Brigitte Bardot, la fin officielle de la France


Dans le Camp des Saints, 1973, un passage central de Raspail trop peu cité date la fin de l’homme blanc en Grèce, avec la mort du méconnu Lucas Notaras avec ses deux enfants le 3 Juin 1453 à Constantinople lors de la chute de la ville, prise par les Ottomans.

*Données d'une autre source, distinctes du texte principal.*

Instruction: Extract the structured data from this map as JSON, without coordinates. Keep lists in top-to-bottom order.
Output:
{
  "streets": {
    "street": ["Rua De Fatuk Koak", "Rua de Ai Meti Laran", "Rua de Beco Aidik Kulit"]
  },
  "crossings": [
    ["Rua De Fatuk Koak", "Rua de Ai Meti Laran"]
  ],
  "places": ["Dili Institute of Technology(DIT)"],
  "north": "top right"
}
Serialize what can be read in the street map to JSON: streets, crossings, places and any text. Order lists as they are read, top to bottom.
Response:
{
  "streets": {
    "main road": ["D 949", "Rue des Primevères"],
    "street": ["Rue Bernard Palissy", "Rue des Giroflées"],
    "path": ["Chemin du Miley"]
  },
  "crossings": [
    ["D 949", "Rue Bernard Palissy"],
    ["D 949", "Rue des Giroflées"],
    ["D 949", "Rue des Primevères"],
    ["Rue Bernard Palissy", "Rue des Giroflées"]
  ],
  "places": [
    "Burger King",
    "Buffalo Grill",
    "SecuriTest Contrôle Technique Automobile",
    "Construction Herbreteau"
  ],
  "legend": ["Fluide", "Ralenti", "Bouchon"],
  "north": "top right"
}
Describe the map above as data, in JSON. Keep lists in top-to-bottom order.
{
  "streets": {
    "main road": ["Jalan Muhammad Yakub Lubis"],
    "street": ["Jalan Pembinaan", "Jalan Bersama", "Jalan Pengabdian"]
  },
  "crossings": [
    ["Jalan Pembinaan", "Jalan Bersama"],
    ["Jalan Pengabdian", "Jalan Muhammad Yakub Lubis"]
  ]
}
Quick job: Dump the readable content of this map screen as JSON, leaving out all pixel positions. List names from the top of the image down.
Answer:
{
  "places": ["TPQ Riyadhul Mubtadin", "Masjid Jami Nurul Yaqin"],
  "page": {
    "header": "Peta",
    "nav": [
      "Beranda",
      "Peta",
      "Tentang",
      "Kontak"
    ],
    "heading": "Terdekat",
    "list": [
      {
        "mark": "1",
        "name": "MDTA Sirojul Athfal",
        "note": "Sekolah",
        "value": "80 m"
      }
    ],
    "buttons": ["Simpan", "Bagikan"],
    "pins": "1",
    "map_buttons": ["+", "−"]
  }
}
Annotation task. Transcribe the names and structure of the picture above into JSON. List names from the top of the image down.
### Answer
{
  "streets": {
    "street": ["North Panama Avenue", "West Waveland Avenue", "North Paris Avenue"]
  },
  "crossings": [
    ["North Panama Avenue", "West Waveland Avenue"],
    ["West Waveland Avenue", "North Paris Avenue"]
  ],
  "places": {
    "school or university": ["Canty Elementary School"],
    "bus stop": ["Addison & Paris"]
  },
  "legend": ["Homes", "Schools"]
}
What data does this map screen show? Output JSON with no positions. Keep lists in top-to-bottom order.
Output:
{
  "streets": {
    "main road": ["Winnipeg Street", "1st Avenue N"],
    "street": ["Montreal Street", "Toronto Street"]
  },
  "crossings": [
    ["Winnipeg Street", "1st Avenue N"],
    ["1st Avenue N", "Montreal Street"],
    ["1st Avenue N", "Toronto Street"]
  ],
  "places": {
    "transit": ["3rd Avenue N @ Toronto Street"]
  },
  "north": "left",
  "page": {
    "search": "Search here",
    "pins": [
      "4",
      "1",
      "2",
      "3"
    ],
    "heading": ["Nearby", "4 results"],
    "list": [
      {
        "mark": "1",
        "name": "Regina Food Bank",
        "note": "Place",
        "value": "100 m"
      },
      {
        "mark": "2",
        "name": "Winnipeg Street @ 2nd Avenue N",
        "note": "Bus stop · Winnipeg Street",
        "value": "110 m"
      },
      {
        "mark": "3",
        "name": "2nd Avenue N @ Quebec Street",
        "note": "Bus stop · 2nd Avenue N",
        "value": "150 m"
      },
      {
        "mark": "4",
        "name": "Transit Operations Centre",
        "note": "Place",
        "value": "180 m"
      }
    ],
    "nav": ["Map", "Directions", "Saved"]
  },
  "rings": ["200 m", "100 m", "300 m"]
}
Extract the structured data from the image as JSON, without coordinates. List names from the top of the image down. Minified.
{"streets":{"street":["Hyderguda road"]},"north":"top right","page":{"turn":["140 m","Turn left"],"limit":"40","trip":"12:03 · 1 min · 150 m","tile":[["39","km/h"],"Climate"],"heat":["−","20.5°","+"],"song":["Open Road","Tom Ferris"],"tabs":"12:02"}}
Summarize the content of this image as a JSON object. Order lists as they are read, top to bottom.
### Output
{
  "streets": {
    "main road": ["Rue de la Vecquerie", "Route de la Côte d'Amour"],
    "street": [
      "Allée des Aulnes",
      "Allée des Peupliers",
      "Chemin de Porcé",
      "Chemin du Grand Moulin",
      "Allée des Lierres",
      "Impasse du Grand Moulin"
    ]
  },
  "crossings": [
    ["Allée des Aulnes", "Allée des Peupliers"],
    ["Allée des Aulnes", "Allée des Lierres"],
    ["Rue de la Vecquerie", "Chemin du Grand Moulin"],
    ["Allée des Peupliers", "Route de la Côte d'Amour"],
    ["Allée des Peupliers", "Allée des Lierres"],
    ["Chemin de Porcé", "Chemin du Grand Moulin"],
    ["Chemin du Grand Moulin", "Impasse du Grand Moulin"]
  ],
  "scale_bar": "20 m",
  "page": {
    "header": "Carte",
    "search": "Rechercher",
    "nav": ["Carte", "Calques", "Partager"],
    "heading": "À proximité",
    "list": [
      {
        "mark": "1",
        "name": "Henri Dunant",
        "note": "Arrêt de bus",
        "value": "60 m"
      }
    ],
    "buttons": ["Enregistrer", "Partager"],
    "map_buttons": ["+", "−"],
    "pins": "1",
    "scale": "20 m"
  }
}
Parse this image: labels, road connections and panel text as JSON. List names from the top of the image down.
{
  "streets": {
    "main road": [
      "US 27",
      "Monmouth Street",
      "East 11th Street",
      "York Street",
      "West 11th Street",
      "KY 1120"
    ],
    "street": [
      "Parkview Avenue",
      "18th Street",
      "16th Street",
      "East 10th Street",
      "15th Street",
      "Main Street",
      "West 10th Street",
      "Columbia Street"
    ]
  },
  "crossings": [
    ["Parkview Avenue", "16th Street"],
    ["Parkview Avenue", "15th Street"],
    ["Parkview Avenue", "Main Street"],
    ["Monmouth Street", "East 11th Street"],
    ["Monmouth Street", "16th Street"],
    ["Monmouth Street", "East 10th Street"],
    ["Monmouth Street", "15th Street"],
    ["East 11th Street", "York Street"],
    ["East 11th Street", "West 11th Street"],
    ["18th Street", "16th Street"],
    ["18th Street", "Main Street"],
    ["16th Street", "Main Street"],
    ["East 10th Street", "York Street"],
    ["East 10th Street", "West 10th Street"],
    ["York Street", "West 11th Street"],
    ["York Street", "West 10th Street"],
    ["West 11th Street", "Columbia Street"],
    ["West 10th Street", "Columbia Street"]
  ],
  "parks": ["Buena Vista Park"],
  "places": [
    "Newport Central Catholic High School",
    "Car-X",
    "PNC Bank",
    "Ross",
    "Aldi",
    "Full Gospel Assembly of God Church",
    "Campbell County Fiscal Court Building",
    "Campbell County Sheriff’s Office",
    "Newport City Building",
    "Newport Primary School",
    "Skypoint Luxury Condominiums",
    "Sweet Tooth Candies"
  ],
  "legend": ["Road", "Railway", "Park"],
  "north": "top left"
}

Luc Notaras, mégaduc et grand amiral de Byzance, commandant les dernières galères chrétiennes lors de la prise de Constantinople par Mohamet, le Grand Turc. Échappé au massacre et prisonnier des janissaires, il fut conduit devant Mohamet avec deux de ses fils, deux adolescents d’une grande beauté, « cette beauté grecque », écrit l’historien Doukas, « qui, durant des siècles, avait inspiré les artistes et les poètes ». Le Grand Turc avait du goût pour les jeunes gens en général et pour les deux fils de Notaras en particulier, mais, chose étrange en plein sac de la ville, il les voulut consentants et offerts sur le grand lit de soie par leur père. Caprice d’esthète ? Souci de préserver la vraie volupté ? Très droits au milieu de leurs gardiens, les trois Notaras refusèrent en peu de mots. Les deux garçons furent décapités sur-le-champ devant leur père, puis le grand amiral tendit lui-même sa tête au bourreau…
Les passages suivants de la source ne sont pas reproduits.